Thanks to this substance inside the eye, the eye can remain as an anatomical whole. In some retinal diseases, this jelly-like substance can be emptied and the operation can be performed. Evacuation of the vitreous allows the vitreoretinal surgeon to access the retina and its pathologies. This discharged substance is replaced by intraocular fluid (humoracosis). Vitrectomy is generally performed in vitreous and some retinal diseases, that is, when the pupil and the part behind the lens are affected. These are performed in diseases such as macular hole, diabetes-related bleeding, complications of cataract surgery, and vitreous turbidity due to uveitis.
THE EYE AGAIN LIQUID OVER TIME
At the end of the surgery, liquid, air, gas or silicone is left inside the eye. The fluid produced by the eye itself replaces the substance left in the eye over time. This is 1 week for air and 2-8 weeks for gas. Silicone, on the other hand, does not disappear in the eye and requires a second surgery to be removed. If the patient has a cataract in his eye and it prevents the view of the posterior part of the eye, cataract surgery is also required in the same session.

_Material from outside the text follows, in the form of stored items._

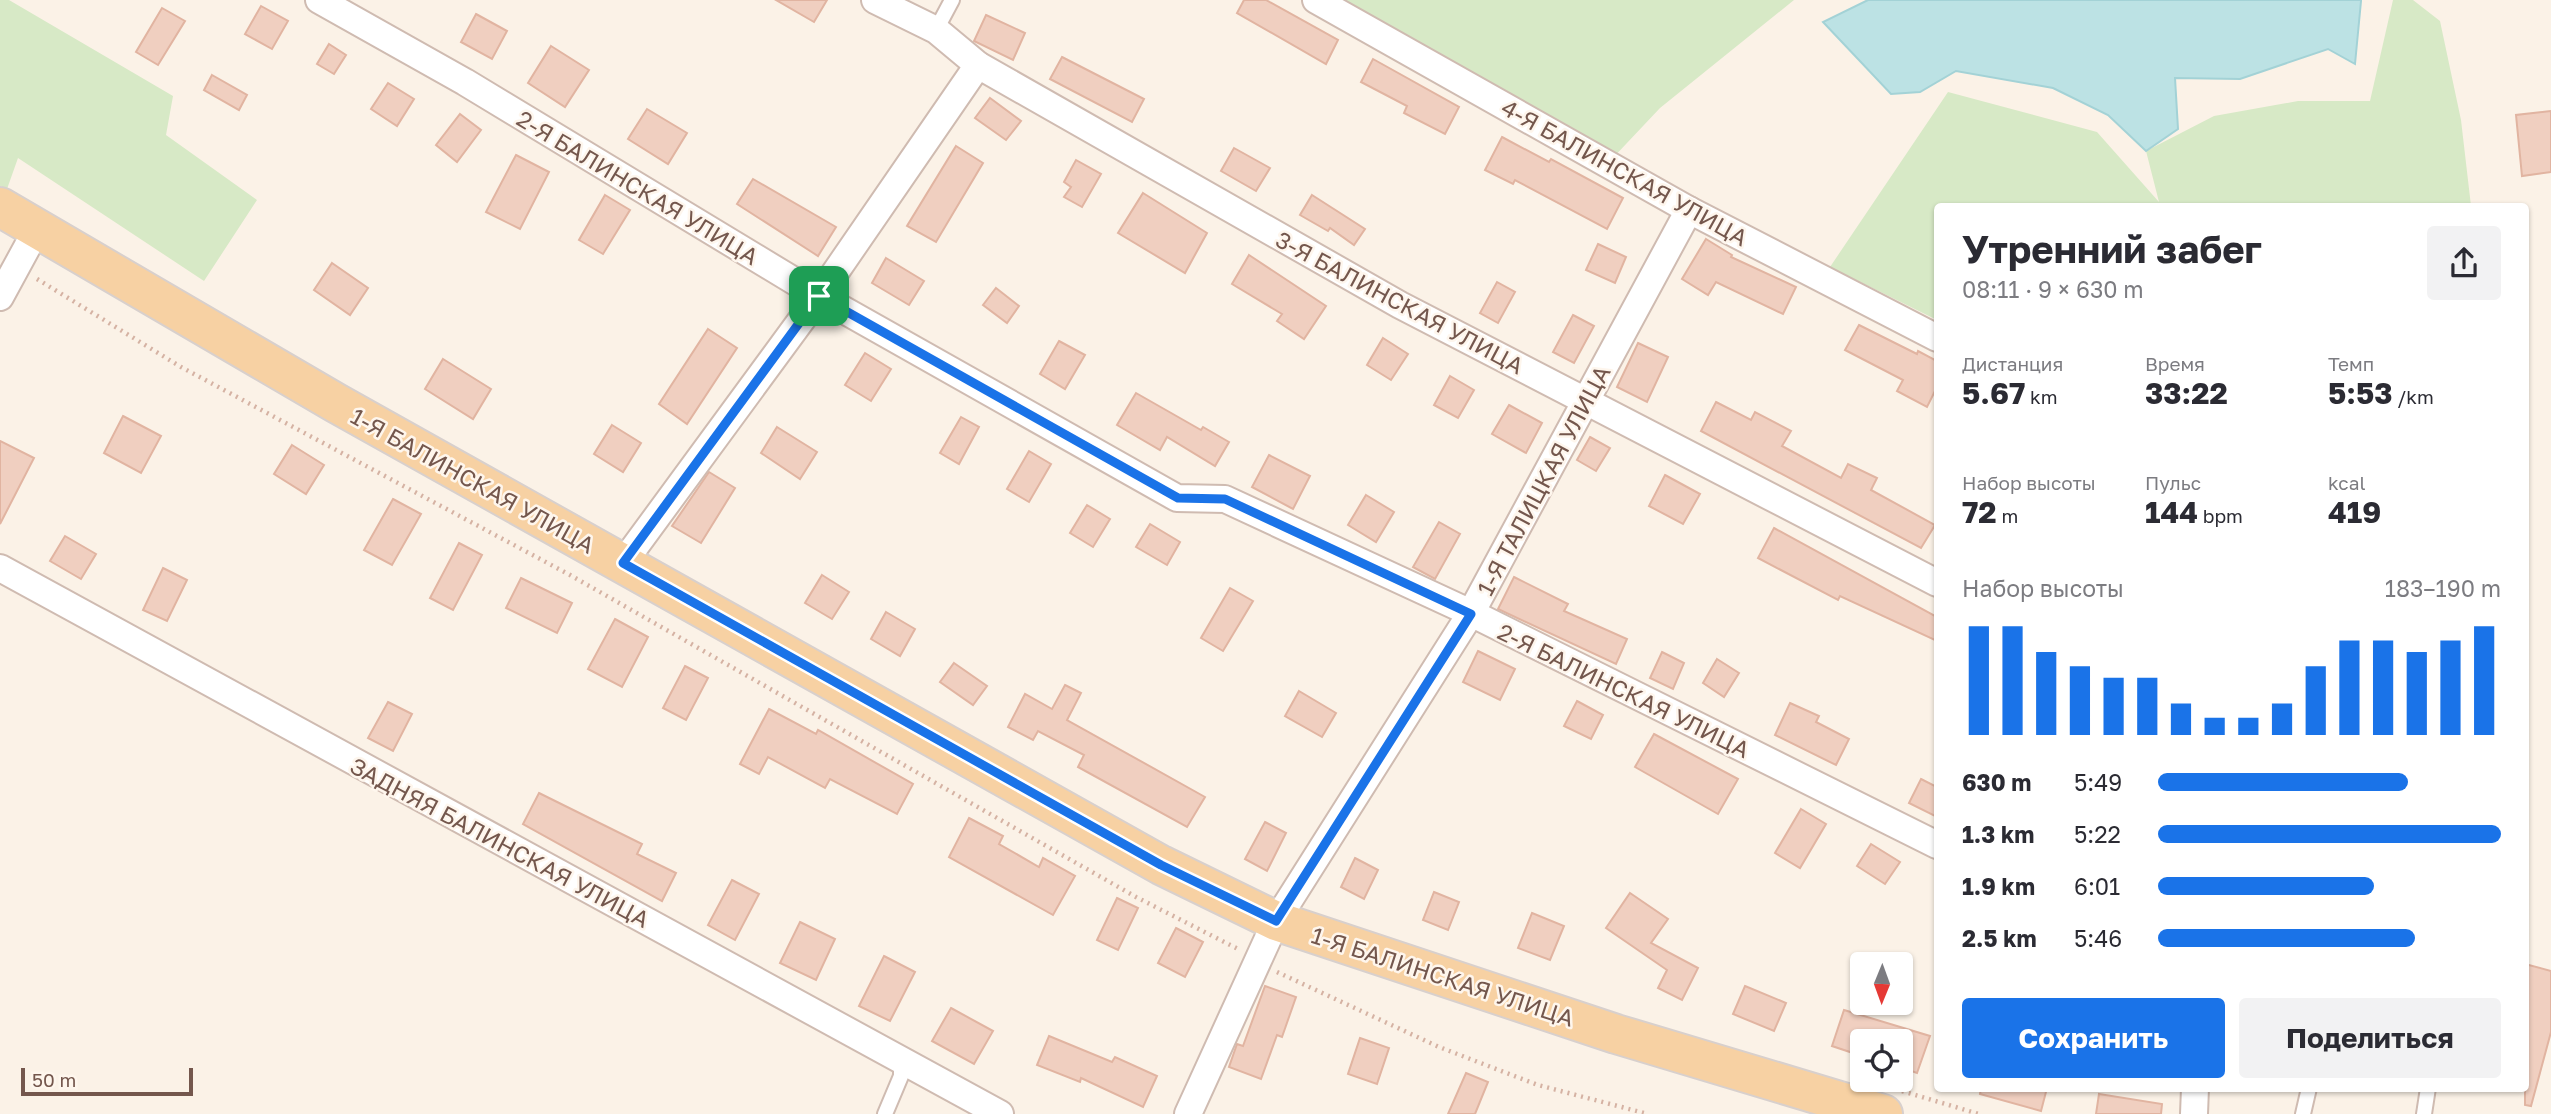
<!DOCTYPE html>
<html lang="ru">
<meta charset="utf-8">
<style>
:root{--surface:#fff;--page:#f2f2f3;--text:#2b2b33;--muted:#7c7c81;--accent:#1a73e8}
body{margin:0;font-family:"Golos Text",sans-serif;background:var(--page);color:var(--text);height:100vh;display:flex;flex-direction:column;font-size:26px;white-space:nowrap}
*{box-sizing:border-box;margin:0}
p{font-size:23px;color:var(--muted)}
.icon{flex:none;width:38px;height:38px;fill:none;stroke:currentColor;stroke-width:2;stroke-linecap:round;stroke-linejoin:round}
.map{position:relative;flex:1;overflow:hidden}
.details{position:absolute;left:1934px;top:203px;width:595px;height:889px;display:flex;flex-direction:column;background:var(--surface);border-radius:7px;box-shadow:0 2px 5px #0004}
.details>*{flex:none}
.needle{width:46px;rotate:181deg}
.buttons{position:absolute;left:1850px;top:952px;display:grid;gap:14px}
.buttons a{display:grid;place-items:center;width:63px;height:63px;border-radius:7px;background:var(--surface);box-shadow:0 2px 5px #0004;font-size:35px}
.scale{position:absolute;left:21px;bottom:18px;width:172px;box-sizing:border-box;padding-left:7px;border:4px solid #74574d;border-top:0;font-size:19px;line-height:24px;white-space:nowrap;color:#74574d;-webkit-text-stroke:5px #fef6ed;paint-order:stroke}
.pin{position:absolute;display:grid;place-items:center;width:60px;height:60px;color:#fff;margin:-30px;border-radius:14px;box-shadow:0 4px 10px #0006}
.round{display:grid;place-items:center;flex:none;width:74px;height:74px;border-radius:7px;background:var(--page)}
.summary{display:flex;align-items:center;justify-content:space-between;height:119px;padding:0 28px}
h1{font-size:38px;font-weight:700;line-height:52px}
.figures{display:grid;grid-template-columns:repeat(3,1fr);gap:10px;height:119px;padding:7px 28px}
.figures div{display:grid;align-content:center}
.figures b{font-size:30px;font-weight:700}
.figures small{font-size:19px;font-weight:400}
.figures p{font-size:19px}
.chart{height:196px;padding:14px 28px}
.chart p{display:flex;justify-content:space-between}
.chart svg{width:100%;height:126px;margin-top:7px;stroke:var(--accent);stroke-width:6}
.button{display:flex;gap:14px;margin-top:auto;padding:14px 28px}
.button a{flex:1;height:80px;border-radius:7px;background:var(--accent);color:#fff;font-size:28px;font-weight:700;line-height:80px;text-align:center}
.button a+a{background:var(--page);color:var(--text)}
ul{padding:0 28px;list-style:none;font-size:23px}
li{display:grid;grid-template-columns:112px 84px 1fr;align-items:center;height:52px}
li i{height:18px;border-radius:9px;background:var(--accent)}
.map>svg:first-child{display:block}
.green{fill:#d7e9c6}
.water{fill:#bce2e4;stroke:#a3d2d6;stroke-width:2}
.building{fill:#f0cfc0;stroke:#e1b4a1;stroke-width:2}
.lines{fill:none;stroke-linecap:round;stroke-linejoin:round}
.service-casing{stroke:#cfbbb1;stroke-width:18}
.minor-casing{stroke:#cfbbb1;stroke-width:30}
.primary-casing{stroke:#d8d0cd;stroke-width:42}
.path{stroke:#d5b2a3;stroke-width:4.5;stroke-dasharray:2 5;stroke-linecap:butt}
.service{stroke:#fff;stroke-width:14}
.minor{stroke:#fff;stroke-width:26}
.primary{stroke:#f7d1a3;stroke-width:38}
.route-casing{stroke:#fff;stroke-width:14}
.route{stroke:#1a73e8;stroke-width:9}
.labels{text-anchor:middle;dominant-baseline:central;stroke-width:5;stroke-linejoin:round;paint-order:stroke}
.street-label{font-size:23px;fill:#74574d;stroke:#fef6ed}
</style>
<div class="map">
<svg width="2551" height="1114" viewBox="0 0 2551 1114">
<rect width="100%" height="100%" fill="#fbf2e7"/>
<!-- green -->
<g class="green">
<path d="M 0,0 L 9,0 L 173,96 L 166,135 L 257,200 L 204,281 L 18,158 L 7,189 L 0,186 Z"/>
<path d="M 1338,0 L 1794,0 L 1660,108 L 1610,161 Z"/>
<path d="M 2393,0 L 2413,0 L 2440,21 L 2461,120 L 2471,206 L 1937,206 L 1937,320 L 1830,267 L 1948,92 L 2097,132 L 2159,202 L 2146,151 L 2214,116 L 2298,101 L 2370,101 Z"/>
</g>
<!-- water -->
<path class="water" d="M 1868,0 L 2361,0 L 2361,1 L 2355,64 L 2328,49 L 2240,79 L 2175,78 L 2178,129 L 2146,151 L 2108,115 L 2053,88 L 1956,71 L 1920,92 L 1891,94 L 1823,22 Z"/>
<!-- building -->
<g class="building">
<path d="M 776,0 L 827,0 L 814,22 Z"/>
<path d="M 1244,0 L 1266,0 L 1338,40 L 1326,64 L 1237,13 Z"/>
<path d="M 261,6 L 288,21 L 272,49 L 245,34 Z"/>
<path d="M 162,8 L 185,21 L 158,65 L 136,52 Z"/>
<path d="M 476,14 L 507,31 L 492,59 L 461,42 Z"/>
<path d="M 986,15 L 1025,33 L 1013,60 L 974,41 Z"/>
<path d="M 329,44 L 346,55 L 334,74 L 317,64 Z"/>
<path d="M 551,46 L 589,70 L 565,107 L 528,83 Z"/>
<path d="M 1062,57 L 1144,99 L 1132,122 L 1050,79 Z"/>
<path d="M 1373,59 L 1459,107 L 1445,134 L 1404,113 L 1407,106 L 1361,82 Z"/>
<path d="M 212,75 L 247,95 L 239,110 L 204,90 Z"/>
<path d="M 388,83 L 414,99 L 397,126 L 371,109 Z"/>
<path d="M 990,98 L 1021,121 L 1006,140 L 975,118 Z"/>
<path d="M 647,109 L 687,133 L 668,164 L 628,139 Z"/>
<path d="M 2551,111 L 2551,172 L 2522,176 L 2516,115 Z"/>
<path d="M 460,114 L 481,130 L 457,162 L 436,145 Z"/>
<path d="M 1502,137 L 1549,162 L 1551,159 L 1623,198 L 1607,229 L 1515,180 L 1513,184 L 1485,170 Z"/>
<path d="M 956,146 L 983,163 L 936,242 L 907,226 Z"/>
<path d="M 1234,148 L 1270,168 L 1256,191 L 1221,171 Z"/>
<path d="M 516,155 L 549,172 L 520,229 L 486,212 Z"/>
<path d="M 1076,160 L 1101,174 L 1082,207 L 1064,197 L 1071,187 L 1064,182 Z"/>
<path d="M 753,179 L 836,227 L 818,256 L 737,204 Z"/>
<path d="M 1143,193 L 1207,233 L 1185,273 L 1118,233 Z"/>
<path d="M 605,195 L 630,210 L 603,254 L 579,240 Z"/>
<path d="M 1312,195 L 1365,229 L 1354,245 L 1330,228 L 1328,231 L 1300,215 Z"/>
<path d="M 1706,239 L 1732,255 L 1731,257 L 1796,287 L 1783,314 L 1716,282 L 1708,295 L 1682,279 Z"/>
<path d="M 1598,244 L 1626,257 L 1615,283 L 1586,270 Z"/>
<path d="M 1249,255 L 1326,306 L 1304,339 L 1277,321 L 1282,314 L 1232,284 Z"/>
<path d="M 886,258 L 924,281 L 909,305 L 872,283 Z"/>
<path d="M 332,263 L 368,288 L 350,315 L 314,290 Z"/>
<path d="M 1497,282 L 1515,292 L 1498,323 L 1480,313 Z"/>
<path d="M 996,288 L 1019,306 L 1007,323 L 983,305 Z"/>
<path d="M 1573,315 L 1594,326 L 1574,363 L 1553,352 Z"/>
<path d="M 1859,325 L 1917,354 L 1918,351 L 1937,361 L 1937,387 L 1927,407 L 1897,391 L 1903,380 L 1845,350 Z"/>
<path d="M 708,329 L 737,348 L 687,424 L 659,404 Z"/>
<path d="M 1383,338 L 1408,354 L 1391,380 L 1367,365 Z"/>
<path d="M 1059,341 L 1085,355 L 1065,389 L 1040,374 Z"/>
<path d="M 1638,343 L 1668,357 L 1647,402 L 1617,387 Z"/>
<path d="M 865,353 L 891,369 L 871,401 L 845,385 Z"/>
<path d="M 443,359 L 491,389 L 473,419 L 425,389 Z"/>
<path d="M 1450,376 L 1474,390 L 1458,418 L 1434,405 Z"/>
<path d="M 1136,393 L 1201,430 L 1203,427 L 1229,442 L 1215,466 L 1167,437 L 1160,450 L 1117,425 Z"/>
<path d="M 1716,402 L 1751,420 L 1755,412 L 1791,431 L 1782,446 L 1841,478 L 1848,464 L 1877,478 L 1871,490 L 1935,525 L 1921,548 L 1701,431 Z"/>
<path d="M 1509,405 L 1542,423 L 1526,453 L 1492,434 Z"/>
<path d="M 123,416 L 161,436 L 141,473 L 104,453 Z"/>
<path d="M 961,417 L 979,427 L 959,464 L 940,453 Z"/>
<path d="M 612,425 L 641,443 L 623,472 L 594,454 Z"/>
<path d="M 777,427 L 817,452 L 800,479 L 761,453 Z"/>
<path d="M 1590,437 L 1610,448 L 1596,471 L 1577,460 Z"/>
<path d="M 0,441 L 34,458 L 0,524 Z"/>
<path d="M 292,445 L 324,465 L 306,494 L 274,474 Z"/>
<path d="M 1029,451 L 1051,464 L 1029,502 L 1007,489 Z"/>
<path d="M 1269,455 L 1310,476 L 1293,509 L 1252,487 Z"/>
<path d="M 709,472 L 735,488 L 701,543 L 672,526 Z"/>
<path d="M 1665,475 L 1700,494 L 1683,524 L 1649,506 Z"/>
<path d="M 1366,495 L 1394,512 L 1376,542 L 1348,525 Z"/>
<path d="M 393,499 L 421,514 L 392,565 L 364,550 Z"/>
<path d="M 1087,505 L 1110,519 L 1093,547 L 1070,533 Z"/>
<path d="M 1439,522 L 1460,534 L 1435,579 L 1413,567 Z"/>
<path d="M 1150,524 L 1180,542 L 1167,565 L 1136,547 Z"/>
<path d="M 1774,528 L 1937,617 L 1937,641 L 1840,596 L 1838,600 L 1758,558 Z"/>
<path d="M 65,536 L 96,554 L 81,579 L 50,561 Z"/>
<path d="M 459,543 L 482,555 L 453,610 L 430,598 Z"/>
<path d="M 163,568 L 187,580 L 167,621 L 143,610 Z"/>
<path d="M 822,575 L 849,592 L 832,619 L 805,603 Z"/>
<path d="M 1514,577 L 1568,604 L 1564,611 L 1627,639 L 1616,664 L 1498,609 Z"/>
<path d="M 521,578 L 572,603 L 557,633 L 506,608 Z"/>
<path d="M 1230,588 L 1253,601 L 1223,651 L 1201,638 Z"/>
<path d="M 886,612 L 915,629 L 900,656 L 871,639 Z"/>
<path d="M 615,619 L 648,637 L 622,687 L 588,669 Z"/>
<path d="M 1478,651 L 1515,669 L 1500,700 L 1463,682 Z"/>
<path d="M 1662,652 L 1684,663 L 1673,689 L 1650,678 Z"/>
<path d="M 1717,659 L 1739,673 L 1724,697 L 1703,683 Z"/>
<path d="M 954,663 L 987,686 L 973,705 L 940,682 Z"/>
<path d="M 685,666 L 708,678 L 686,720 L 663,708 Z"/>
<path d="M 1065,685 L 1081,693 L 1067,720 L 1205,797 L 1187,827 L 1078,767 L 1084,755 L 1038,731 L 1033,740 L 1008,727 L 1025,694 L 1052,709 Z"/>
<path d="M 1299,691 L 1336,713 L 1322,737 L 1285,716 Z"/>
<path d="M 1577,701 L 1603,715 L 1591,739 L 1564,726 Z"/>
<path d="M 388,702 L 412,714 L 393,751 L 368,738 Z"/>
<path d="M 1790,703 L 1819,716 L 1816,722 L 1849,739 L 1836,765 L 1775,735 Z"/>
<path d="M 769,709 L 816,734 L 818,730 L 913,784 L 897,814 L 830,779 L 825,788 L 768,757 L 759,774 L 740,764 Z"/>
<path d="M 1654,734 L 1738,779 L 1718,814 L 1635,767 Z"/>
<path d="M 1921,779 L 1937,787 L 1937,817 L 1909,803 Z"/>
<path d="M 539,793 L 642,844 L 637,854 L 676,873 L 662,901 L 523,824 Z"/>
<path d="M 1801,809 L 1826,824 L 1800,868 L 1775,853 Z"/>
<path d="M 969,818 L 1003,836 L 999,844 L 1039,867 L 1043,858 L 1075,876 L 1053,915 L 949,857 Z"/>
<path d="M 1265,822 L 1286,833 L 1267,871 L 1245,859 Z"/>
<path d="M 1871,844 L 1900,862 L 1885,884 L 1857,866 Z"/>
<path d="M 1355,858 L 1378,870 L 1364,899 L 1341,887 Z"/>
<path d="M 732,880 L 759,894 L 735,940 L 708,925 Z"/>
<path d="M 1434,892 L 1459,902 L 1448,930 L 1423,920 Z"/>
<path d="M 1630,893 L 1668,919 L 1651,943 L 1698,968 L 1682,1000 L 1658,988 L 1667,970 L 1606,928 Z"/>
<path d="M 1117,898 L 1138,908 L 1118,950 L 1097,940 Z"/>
<path d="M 1532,913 L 1564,926 L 1550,960 L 1518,948 Z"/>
<path d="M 800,922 L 835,939 L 816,980 L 780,963 Z"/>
<path d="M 1176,928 L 1203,942 L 1185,977 L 1158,963 Z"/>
<path d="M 884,956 L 915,972 L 890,1021 L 859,1006 Z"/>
<path d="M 2525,964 L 2551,971 L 2551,1032 L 2531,1106 L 2525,1105 Z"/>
<path d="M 1265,986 L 1296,997 L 1282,1037 L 1277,1035 L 1261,1079 L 1229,1067 L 1237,1044 L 1243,1046 Z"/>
<path d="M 1745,986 L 1786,1003 L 1774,1031 L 1733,1014 Z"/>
<path d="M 951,1008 L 993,1031 L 974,1064 L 932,1041 Z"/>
<path d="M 1844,1010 L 1930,1036 L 1917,1073 L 1900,1067 L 1900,1041 L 1862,1041 L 1862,1056 L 1832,1046 Z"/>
<path d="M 1049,1036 L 1112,1062 L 1115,1057 L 1157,1076 L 1143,1107 L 1081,1078 L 1080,1082 L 1037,1065 Z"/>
<path d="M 1360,1038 L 1389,1048 L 1377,1084 L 1348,1074 Z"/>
<path d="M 1466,1073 L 1488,1082 L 1475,1114 L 1448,1114 Z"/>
<path d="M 1981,1088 L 2047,1088 L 2041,1111 L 1980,1094 Z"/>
<path d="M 2099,1094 L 2162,1104 L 2161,1114 L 2096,1114 Z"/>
</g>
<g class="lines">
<!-- service casing -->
<g class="service-casing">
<g id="service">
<path d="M 936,30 L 952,0"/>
<path d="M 885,1114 L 901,1076 L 901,1058"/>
<path d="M 2303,1114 L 2309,1088"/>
<path d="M 2424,1114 L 2428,1088"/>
</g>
</g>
<!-- minor casing -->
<g class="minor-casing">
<g id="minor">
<path d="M 319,0 L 465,82 L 819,296 L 1177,498 L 1225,499 L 1471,613 L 1937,845"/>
<path d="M 875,0 L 936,30 L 978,65 L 1400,305 L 1937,583"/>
<path d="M 1316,0 L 1689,210 L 1937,338"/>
<path d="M 0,297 L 37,229"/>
<path d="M 623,563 L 819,296 L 978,65"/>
<path d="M 0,568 L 1000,1114"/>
<path d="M 1188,1114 L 1276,921 L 1471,613 L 1689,210"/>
<path d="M 2194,1114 L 2195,1088"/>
</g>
</g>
<!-- primary casing -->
<g class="primary-casing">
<path id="primary" d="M 0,207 L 336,403 L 1161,865 L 1276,921 L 1616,1034 L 1883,1114"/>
</g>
<!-- path -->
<g class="path">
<path d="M 37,279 L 181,367 L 570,575 L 1136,897 L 1240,950"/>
<path d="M 1277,972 L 1439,1047 L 1538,1085 L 1648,1114"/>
<path d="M 1902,1091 L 1979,1114"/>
</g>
<!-- service -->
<use href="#service" class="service"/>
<!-- minor -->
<use href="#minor" class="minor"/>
<!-- primary -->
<use href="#primary" class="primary"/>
</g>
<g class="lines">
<!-- route casing -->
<g class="route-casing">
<path id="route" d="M 819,296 L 1178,498 L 1225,499 L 1471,614 L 1276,921 L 1161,865 L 623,563 Z"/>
</g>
<!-- route -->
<use href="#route" class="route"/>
</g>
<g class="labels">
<!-- street labels -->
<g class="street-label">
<text transform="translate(1625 172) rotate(29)">4-Я БАЛИНСКАЯ УЛИЦА</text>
<text transform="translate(638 187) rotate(31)">2-Я БАЛИНСКАЯ УЛИЦА</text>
<text transform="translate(1400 302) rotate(28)">3-Я БАЛИНСКАЯ УЛИЦА</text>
<text transform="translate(473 480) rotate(29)">1-Я БАЛИНСКАЯ УЛИЦА</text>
<text transform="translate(1543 480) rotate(-62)">1-Я ТАЛИЦКАЯ УЛИЦА</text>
<text transform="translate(1624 690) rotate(26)">2-Я БАЛИНСКАЯ УЛИЦА</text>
<text transform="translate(500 842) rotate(28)">ЗАДНЯЯ БАЛИНСКАЯ УЛИЦА</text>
<text transform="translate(1443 976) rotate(18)">1-Я БАЛИНСКАЯ УЛИЦА</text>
</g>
</g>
</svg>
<div class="buttons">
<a><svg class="needle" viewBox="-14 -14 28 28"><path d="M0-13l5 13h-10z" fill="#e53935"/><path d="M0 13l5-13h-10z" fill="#7c7c81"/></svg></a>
<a><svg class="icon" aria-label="locate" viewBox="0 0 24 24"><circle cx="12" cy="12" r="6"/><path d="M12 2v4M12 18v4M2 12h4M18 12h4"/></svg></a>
</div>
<div class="scale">50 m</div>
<div class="pin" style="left:819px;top:296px;background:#1e9e55"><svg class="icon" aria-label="arrive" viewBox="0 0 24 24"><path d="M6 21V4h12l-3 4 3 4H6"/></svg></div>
<section class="details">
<div class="summary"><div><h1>Утренний забег</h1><p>08:11 · 9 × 630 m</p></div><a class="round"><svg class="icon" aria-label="share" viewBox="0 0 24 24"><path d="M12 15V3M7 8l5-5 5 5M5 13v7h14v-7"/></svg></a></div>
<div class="figures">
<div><p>Дистанция</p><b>5.67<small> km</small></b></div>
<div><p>Время</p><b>33:22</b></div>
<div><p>Темп</p><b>5:53<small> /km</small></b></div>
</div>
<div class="figures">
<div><p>Набор высоты</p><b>72<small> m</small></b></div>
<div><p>Пульс</p><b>144<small> bpm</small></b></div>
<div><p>kcal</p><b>419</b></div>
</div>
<div class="chart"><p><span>Набор высоты</span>183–190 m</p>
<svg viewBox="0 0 160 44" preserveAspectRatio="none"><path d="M5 44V6M15 44V6M25 44V15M35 44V20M45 44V24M55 44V24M65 44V33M75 44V38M85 44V38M95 44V33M105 44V20M115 44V11M125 44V11M135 44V15M145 44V11M155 44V6"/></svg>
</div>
<ul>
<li><b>630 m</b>5:49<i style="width:73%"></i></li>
<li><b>1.3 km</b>5:22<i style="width:100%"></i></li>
<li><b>1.9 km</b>6:01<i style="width:63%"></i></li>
<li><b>2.5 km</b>5:46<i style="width:75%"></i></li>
</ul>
<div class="button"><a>Сохранить</a><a>Поделиться</a></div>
</section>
</div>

QUESTIONS SHOULD BE ASKED TO THE DOCTOR AFTER THE SURGERY
The eyes should not be touched by water for a week. While taking a shower, they should only be washed from the neck down. The eye should never be touched or wiped. The drugs prescribed after the operation should be used in a disciplined manner according to the recipe. A slight stinging and burning is normal for 1-2 weeks after the operation. However, in severe pain, a doctor should be consulted. After the operation, the head position is important and it should be learned by asking the doctor how to lie down and for how long, and stay in the said position. It is normal to have low vision if gas is injected into the eye as a result of the operation. It is possible to feel a black shadow in front of the eye.